– О Иоганнес, – сказала она нежно, – ты добрый, чудесный человек, разве я не могу у тебя искать защиты, которую ты мне обещал? Не можешь ли ты сам, утешая, заговорить со мной небесными звуками, которые блаженным эхом откликаются в моей груди?
Сказав это, Юлия открыла фортепьяно и начала играть и петь самые любимые ею сочинения Крейслера. И в самом деле, она вскоре почувствовала себя утешенной, повеселевшей, песня унесла ее прочь – в иной мир, и вот уже не было больше никакого принца и никакой Гедвиги, чьи болезненные фантомы могли бы одурманить ее!
– Ну, еще мою любимую канцонетту! – так сказала Юлия и начала с сочинения на слова «Mi lagnero tacendo»[135] etc., соблазнявшие многих композиторов. И впрямь Крейслеру эта песня удалась больше, чем всем прочим. Сладостная боль пылкой любовной печали была выражена там в простой мелодии с такой правдой и силой, что любая чувствительная душа непременно должна была быть покорена ею. Юлия окончила играть, всецело погрузившись в воспоминания о Крейслере, взяла еще несколько разрозненных аккордов, которые казались отзвуком ее внутренних чувств. Тут дверь раскрылась, она взглянула туда, и прежде чем она успела встать, принц Гектор лежал у ее ноги и держал ее крепко, схватив за руки. Она громко вскрикнула от внезапного испуга, но принц стал заклинать ее ради Пречистой Девы и ради всех святых оставаться спокойной и подарить ему только две минуты лицезрения ее небесного облика, наслаждения ее словами. В выражениях яростнейшей страсти, которые ему могла внушить только лихорадка, он рассказал ей затем, что он поклоняется только ей одной, что мысль о бракосочетании с Гедвигой для него страшна, убийственна, что он поэтому хотел бежать, но вскоре, гонимый могуществом страсти, которая может исчезнуть только с его смертью, вернулся сюда лишь затем, чтобы видеть Юлию, говорить с ней, сказать ей, что только в ней одной вся его жизнь!
– Прочь, – крикнула Юлия в ужасающем душевном смятении, – прочь – вы убьете меня, принц!
– Никогда! – воскликнул принц, прижимая в любовном исступлении руки Юлии к своим губам. – Никогда, наступило мгновение, которое принесет мне любовь или смерть!
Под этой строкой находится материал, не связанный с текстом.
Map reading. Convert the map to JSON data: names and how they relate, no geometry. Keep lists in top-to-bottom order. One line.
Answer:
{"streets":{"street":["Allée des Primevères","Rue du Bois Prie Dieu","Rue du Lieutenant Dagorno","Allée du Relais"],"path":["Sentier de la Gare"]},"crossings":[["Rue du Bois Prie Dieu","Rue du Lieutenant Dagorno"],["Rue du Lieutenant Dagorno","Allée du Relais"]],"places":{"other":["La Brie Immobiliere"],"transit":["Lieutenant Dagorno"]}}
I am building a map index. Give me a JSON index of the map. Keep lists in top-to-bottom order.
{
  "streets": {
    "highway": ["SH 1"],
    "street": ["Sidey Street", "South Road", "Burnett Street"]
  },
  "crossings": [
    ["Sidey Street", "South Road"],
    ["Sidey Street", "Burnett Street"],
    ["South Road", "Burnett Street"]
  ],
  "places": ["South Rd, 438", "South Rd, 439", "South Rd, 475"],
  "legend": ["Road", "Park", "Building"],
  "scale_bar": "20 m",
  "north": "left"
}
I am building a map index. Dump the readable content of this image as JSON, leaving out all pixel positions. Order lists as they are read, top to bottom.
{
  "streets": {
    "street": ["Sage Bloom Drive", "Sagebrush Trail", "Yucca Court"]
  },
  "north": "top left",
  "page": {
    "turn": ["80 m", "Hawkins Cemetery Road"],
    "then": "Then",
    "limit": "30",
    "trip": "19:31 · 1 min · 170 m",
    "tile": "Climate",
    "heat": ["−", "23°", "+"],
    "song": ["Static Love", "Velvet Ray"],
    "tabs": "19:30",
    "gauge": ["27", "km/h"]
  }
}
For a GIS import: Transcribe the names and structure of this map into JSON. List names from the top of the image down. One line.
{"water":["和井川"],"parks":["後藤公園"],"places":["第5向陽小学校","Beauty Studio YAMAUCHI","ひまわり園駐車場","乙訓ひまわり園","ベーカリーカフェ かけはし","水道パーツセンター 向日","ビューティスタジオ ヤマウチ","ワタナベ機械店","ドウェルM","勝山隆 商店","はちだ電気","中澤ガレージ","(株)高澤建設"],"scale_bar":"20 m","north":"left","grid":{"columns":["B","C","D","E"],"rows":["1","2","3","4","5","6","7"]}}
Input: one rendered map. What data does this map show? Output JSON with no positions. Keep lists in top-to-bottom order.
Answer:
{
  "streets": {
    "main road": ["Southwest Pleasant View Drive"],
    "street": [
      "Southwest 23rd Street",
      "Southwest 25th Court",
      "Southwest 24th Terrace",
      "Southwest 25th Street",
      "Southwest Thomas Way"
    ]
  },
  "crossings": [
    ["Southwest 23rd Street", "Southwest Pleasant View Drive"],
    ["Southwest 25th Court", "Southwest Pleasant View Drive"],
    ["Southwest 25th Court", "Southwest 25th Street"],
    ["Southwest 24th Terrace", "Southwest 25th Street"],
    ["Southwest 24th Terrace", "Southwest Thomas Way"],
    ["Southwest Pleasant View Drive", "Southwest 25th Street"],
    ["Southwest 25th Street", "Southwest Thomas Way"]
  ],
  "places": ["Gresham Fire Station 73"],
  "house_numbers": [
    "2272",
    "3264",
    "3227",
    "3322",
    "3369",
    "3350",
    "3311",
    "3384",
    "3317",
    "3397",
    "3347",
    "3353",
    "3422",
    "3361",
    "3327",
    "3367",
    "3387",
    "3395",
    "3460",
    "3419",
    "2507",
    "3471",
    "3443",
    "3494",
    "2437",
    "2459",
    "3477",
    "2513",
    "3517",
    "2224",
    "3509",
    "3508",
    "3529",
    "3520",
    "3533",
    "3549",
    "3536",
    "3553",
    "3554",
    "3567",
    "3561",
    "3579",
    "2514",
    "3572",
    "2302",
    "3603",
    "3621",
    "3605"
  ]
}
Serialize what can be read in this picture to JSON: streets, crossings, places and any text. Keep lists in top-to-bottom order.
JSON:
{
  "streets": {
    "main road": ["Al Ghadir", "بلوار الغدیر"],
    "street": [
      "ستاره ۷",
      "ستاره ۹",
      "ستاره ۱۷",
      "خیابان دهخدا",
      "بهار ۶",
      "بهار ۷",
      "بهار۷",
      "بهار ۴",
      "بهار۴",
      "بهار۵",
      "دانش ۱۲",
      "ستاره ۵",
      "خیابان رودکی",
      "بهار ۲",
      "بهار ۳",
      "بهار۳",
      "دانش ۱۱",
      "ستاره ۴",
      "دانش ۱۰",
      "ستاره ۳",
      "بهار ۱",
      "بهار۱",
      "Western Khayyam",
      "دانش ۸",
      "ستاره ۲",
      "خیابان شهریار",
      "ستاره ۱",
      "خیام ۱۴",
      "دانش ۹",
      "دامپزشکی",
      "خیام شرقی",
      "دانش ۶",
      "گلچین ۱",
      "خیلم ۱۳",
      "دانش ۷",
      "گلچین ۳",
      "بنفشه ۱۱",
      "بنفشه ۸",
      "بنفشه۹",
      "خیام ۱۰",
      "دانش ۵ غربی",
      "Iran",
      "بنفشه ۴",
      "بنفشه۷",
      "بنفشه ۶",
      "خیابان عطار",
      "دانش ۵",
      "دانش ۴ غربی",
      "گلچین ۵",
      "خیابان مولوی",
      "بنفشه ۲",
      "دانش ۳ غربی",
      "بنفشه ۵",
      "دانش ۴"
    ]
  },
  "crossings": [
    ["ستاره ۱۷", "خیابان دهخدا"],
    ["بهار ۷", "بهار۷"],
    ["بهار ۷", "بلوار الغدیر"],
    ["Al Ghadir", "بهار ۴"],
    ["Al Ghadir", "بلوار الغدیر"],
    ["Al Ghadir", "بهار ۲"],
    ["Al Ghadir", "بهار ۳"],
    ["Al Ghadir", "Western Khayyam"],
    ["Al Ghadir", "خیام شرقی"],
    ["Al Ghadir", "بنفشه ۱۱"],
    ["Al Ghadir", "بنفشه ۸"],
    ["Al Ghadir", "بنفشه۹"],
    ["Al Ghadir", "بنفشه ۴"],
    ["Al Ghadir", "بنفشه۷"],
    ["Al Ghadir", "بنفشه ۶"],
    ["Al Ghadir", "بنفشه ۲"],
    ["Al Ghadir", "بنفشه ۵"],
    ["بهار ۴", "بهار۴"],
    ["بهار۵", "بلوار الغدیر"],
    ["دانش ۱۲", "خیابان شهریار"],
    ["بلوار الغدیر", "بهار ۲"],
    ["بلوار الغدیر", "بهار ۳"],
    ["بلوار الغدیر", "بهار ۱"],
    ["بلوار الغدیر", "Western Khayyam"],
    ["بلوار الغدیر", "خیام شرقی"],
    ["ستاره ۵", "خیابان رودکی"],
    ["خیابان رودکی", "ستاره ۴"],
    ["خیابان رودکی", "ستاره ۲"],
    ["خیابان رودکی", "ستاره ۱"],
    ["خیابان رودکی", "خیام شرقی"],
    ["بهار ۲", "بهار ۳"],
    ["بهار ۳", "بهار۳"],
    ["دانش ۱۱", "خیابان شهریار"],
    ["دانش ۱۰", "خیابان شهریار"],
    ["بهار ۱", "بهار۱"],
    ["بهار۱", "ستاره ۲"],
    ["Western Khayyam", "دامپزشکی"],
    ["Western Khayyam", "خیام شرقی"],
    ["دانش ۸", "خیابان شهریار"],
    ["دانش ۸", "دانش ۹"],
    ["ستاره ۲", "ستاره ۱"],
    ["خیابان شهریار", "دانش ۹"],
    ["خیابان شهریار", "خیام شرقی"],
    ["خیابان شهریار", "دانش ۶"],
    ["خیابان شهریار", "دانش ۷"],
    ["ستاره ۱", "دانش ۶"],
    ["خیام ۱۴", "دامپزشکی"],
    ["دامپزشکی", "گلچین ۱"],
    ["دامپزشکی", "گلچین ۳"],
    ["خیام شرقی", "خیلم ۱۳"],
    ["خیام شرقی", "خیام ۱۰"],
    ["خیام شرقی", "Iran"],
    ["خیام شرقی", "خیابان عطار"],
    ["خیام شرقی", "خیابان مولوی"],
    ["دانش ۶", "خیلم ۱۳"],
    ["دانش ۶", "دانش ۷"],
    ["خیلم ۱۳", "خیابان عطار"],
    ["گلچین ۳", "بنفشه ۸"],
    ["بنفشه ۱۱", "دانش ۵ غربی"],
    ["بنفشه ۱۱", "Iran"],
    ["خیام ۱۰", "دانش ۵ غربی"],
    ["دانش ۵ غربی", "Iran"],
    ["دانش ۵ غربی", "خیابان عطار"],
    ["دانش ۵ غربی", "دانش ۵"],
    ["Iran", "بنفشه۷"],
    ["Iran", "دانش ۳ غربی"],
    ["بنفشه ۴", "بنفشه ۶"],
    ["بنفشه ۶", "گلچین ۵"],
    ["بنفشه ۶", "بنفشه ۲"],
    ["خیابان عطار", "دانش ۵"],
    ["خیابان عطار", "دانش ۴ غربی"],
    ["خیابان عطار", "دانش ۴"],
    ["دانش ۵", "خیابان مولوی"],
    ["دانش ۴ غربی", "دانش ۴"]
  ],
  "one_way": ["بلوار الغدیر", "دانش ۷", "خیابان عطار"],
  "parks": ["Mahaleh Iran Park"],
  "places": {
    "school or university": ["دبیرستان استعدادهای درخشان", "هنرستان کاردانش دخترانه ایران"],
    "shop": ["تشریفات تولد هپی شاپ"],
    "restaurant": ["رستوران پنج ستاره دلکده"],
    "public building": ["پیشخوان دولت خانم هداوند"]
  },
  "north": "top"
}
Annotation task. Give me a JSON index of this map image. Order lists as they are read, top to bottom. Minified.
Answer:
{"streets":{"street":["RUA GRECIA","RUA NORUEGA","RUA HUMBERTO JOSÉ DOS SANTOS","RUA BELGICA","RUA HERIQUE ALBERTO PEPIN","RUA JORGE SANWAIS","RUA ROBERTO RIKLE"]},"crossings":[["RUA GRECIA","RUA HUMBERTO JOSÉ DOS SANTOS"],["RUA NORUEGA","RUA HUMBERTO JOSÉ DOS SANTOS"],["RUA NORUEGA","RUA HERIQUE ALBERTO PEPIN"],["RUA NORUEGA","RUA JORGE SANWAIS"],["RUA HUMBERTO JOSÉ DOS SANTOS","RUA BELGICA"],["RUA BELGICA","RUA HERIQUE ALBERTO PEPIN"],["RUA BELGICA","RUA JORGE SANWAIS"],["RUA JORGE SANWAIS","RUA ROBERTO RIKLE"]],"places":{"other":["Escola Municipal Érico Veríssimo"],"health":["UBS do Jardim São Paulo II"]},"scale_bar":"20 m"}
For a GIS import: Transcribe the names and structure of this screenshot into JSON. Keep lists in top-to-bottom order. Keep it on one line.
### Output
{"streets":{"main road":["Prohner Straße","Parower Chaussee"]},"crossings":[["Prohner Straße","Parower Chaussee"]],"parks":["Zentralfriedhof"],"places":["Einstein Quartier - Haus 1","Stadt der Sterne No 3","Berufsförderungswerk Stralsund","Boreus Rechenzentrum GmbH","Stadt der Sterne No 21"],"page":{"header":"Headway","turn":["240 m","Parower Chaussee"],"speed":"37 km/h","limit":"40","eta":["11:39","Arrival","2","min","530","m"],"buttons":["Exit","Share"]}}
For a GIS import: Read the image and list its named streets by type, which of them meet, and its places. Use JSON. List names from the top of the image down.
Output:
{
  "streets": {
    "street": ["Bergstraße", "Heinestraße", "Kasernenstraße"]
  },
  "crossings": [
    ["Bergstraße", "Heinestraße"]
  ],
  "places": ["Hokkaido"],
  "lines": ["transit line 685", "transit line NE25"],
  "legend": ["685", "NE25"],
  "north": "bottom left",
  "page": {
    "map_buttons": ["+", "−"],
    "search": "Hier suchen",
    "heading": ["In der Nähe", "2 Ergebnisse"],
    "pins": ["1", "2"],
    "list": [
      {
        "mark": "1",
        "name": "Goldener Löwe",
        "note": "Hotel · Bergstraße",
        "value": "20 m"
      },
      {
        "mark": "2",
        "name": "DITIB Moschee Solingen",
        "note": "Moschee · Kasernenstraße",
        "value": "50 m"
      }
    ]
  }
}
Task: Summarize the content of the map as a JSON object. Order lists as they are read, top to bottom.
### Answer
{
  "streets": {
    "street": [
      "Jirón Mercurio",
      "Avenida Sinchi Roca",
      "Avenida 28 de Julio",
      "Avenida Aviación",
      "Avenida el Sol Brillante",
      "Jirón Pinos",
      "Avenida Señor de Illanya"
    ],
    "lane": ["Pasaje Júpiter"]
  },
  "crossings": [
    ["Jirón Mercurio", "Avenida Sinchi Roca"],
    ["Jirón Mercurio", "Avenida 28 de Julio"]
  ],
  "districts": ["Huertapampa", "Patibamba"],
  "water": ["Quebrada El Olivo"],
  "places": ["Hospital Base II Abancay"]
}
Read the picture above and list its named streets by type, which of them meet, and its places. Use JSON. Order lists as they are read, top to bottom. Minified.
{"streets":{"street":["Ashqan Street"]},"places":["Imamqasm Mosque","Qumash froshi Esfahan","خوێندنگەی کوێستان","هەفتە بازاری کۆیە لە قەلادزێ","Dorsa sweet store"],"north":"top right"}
Юлия! Дитя небес! Ты знаешь меня, можешь ли ты отвергнуть того, чьим блаженством ты являешься? Нет, ты любишь меня, Юлия, я знаю это, так скажи, что ты меня любишь, и все восторги небес отверзнутся для меня!
Сказав это, принц обнял Юлию, от ужаса и страха почти лишившуюся чувств, и пылко прижал ее к своей груди.
– О горе мне, – воскликнула она, но слова ее звучали глухо, – ужели надо мной никто не сжалится?
Тут сияние факелов озарило окна, и несколько голосов послышалось у дверей. Юлия ощутила, что на губах у нее запечатлен пылающий поцелуй, и принц поспешно скрылся.
Итак, совершенно вне себя, Юлия, как уже сказано, бросилась навстречу матери, и та с ужасом узнала о том, что здесь произошло. Она начала с того, что стала утешать бедную Юлию как только могла и уверять ее, что она непременно вытащит принца, к его стыду, из того тайника, в котором он прячется.
– О, – сказала Юлия, – не делай этого, матушка, я погибну, если князь или Гедвига узнают! – Она, всхлипывая, упала на грудь матери, пряча свое лицо.
– Ты права, – сказала советница, – ты права, мое милое доброе дитя, никто пока не должен знать, ни даже подозревать, что принц находится здесь, что он подстерегает тебя, о милая, простодушная Юлия! Те, которые участвуют в заговоре, вынуждены молчать. Ибо то, что здесь есть такие, которые в сговоре с принцем, в этом не может быть ни малейшего сомнения, так как в противном случае он не смог бы ни оставаться незамеченным здесь, в Зигхартсхофе, ни прокрасться к нам в дом! Я решительно не могу понять, как это принц ухитрился бежать из нашего дома, не встретившись со мной и с Фридрихом, который освещал мне путь?! Старого Георга мы нашли в глубоком неестественном сне, но где же Нанни?
– О горе мне, – шептала Юлия, – горе мне, что она захворала и мне пришлось ее отослать!
– Быть может, – сказала Бенцон, – быть может, я смогу стать ее лекарем. – И она резко толкнула дверь в соседнюю комнату. Там стояла Нанни, вполне одетая, она подслушивала и теперь от страха и ужаса упала наземь к ногам советницы Бенцон.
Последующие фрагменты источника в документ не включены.